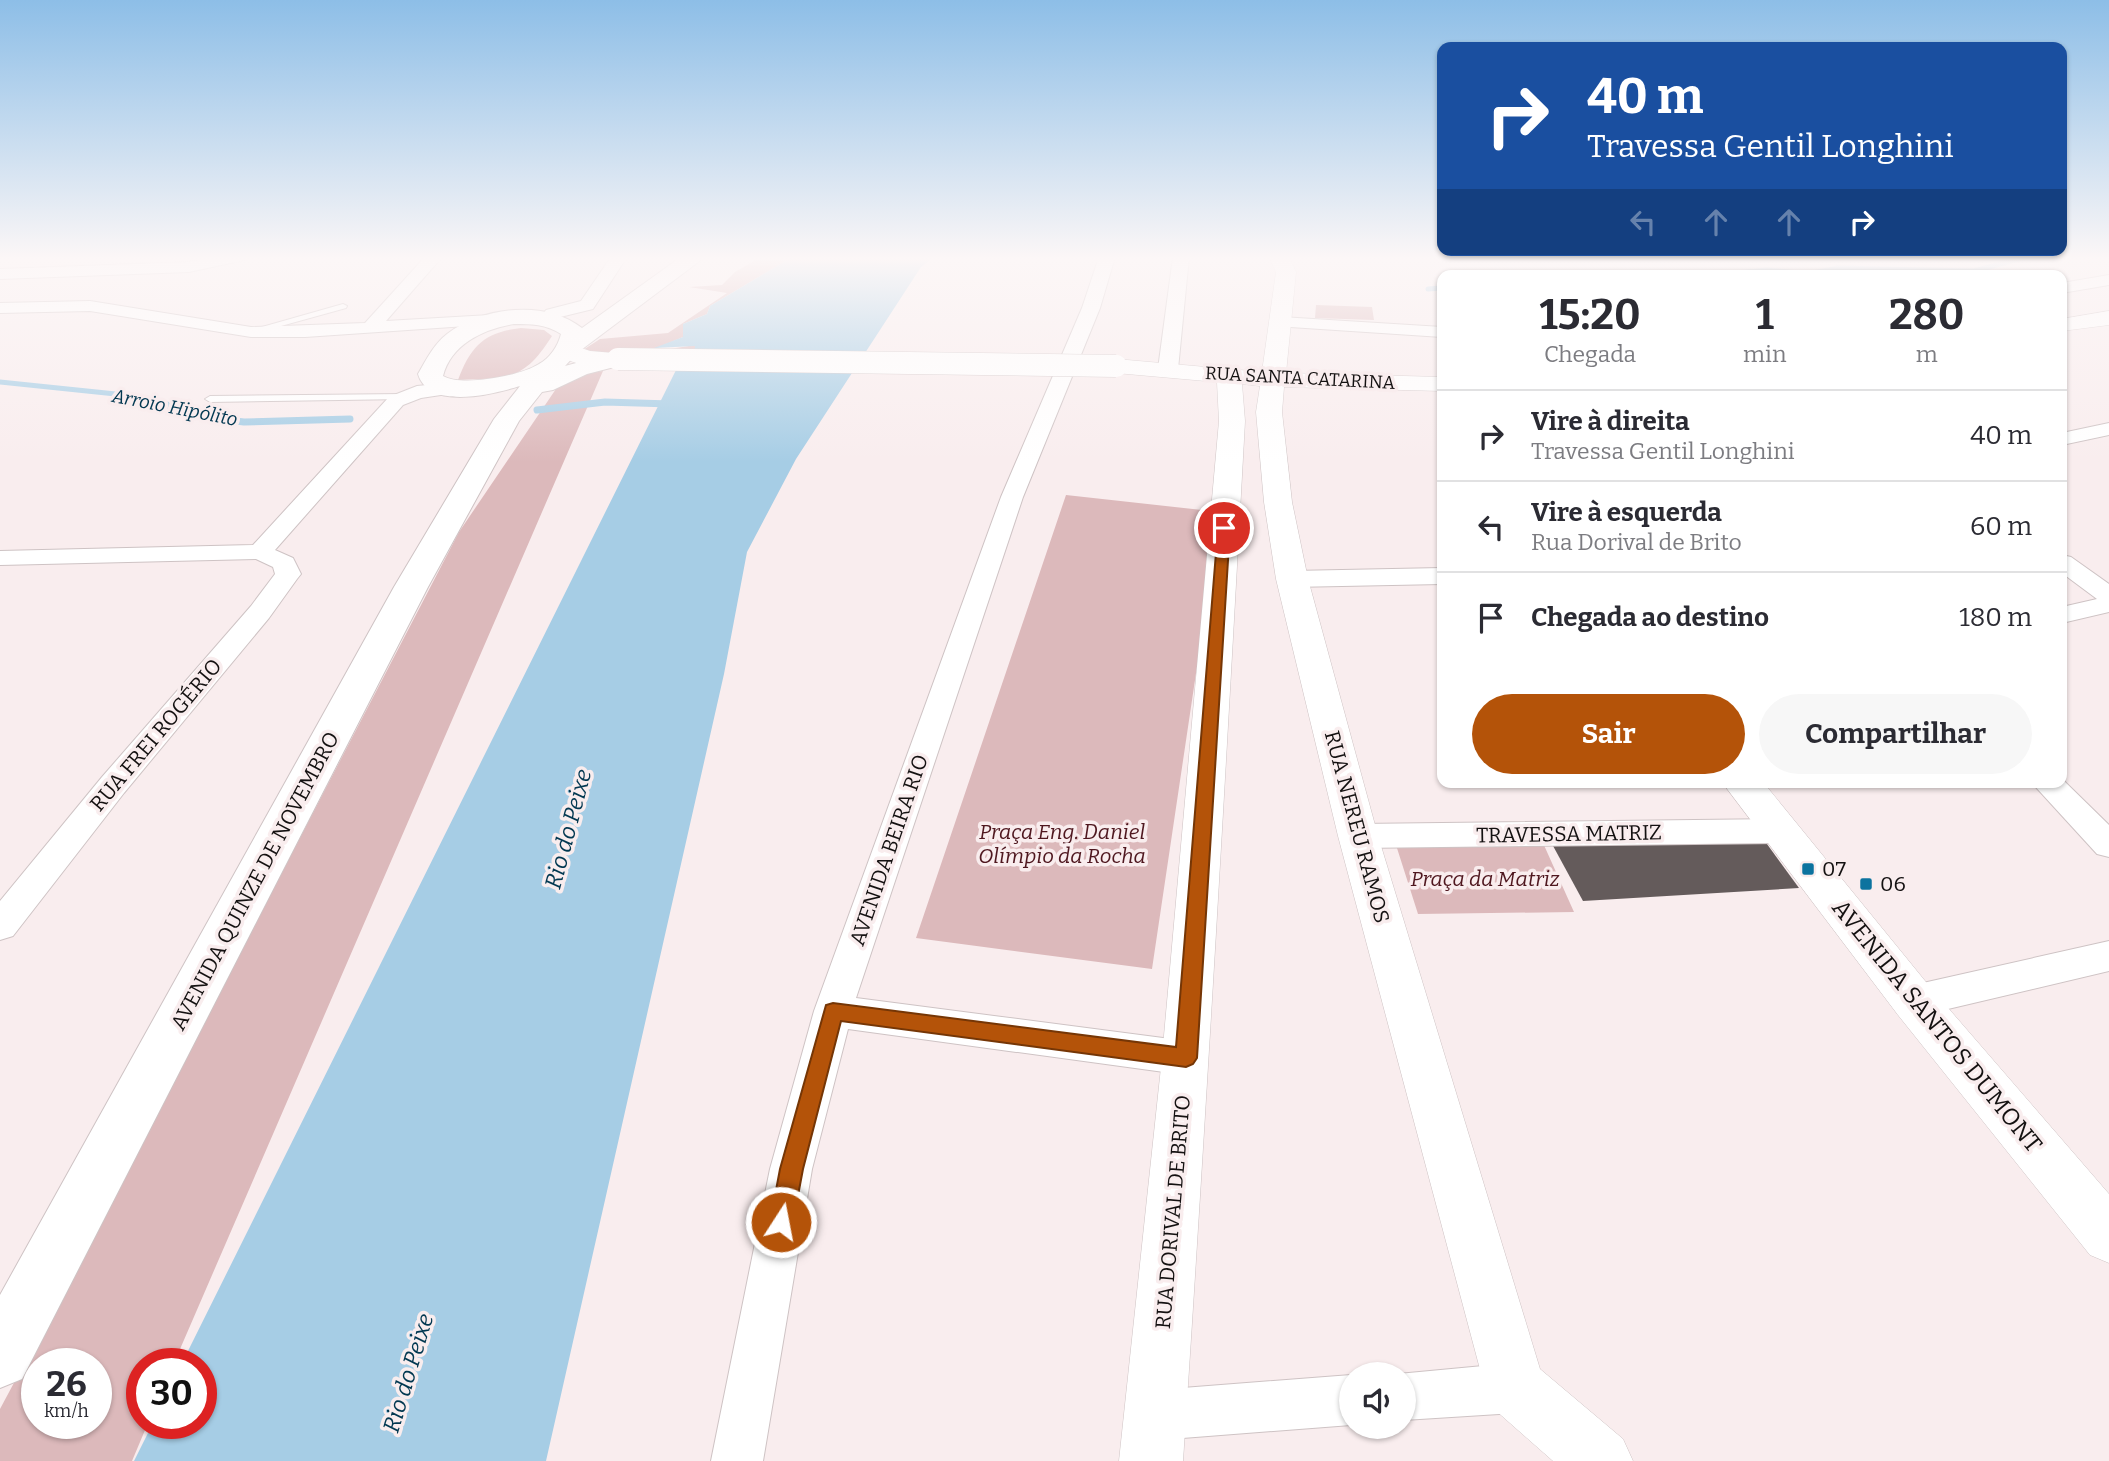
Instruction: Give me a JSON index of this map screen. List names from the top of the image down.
{
  "streets": {
    "main road": ["AVENIDA QUINZE DE NOVEMBRO"],
    "street": [
      "RUA SANTA CATARINA",
      "RUA FREI ROGÉRIO",
      "RUA NEREU RAMOS",
      "TRAVESSA MATRIZ",
      "AVENIDA BEIRA RIO",
      "AVENIDA SANTOS DUMONT",
      "RUA DORIVAL DE BRITO"
    ]
  },
  "crossings": [
    ["RUA SANTA CATARINA", "RUA NEREU RAMOS"],
    ["RUA SANTA CATARINA", "RUA DORIVAL DE BRITO"],
    ["RUA NEREU RAMOS", "TRAVESSA MATRIZ"],
    ["TRAVESSA MATRIZ", "AVENIDA SANTOS DUMONT"]
  ],
  "water": ["Arroio Hipólito", "Rio do Peixe"],
  "parks": ["Praça Eng. Daniel Olímpio da Rocha", "Praça da Matriz"],
  "places": {
    "transit": ["07", "06"]
  },
  "page": {
    "turn": ["40 m", "Travessa Gentil Longhini"],
    "eta": [
      "15:20",
      "Chegada",
      "1",
      "min",
      "280",
      "m"
    ],
    "list": [
      {
        "name": "Vire à direita",
        "note": "Travessa Gentil Longhini",
        "value": "40 m"
      },
      {
        "name": "Vire à esquerda",
        "note": "Rua Dorival de Brito",
        "value": "60 m"
      },
      {
        "name": "Chegada ao destino",
        "value": "180 m"
      }
    ],
    "buttons": ["Sair", "Compartilhar"],
    "speed": "26 km/h",
    "limit": "30"
  }
}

PROBLEM TO WORK ON:
Lines in the listing above that contain the word "Longhini" must be copied; leave out the rest.

RESULT OF THE TASK:
    "turn": ["40 m", "Travessa Gentil Longhini"],
        "note": "Travessa Gentil Longhini",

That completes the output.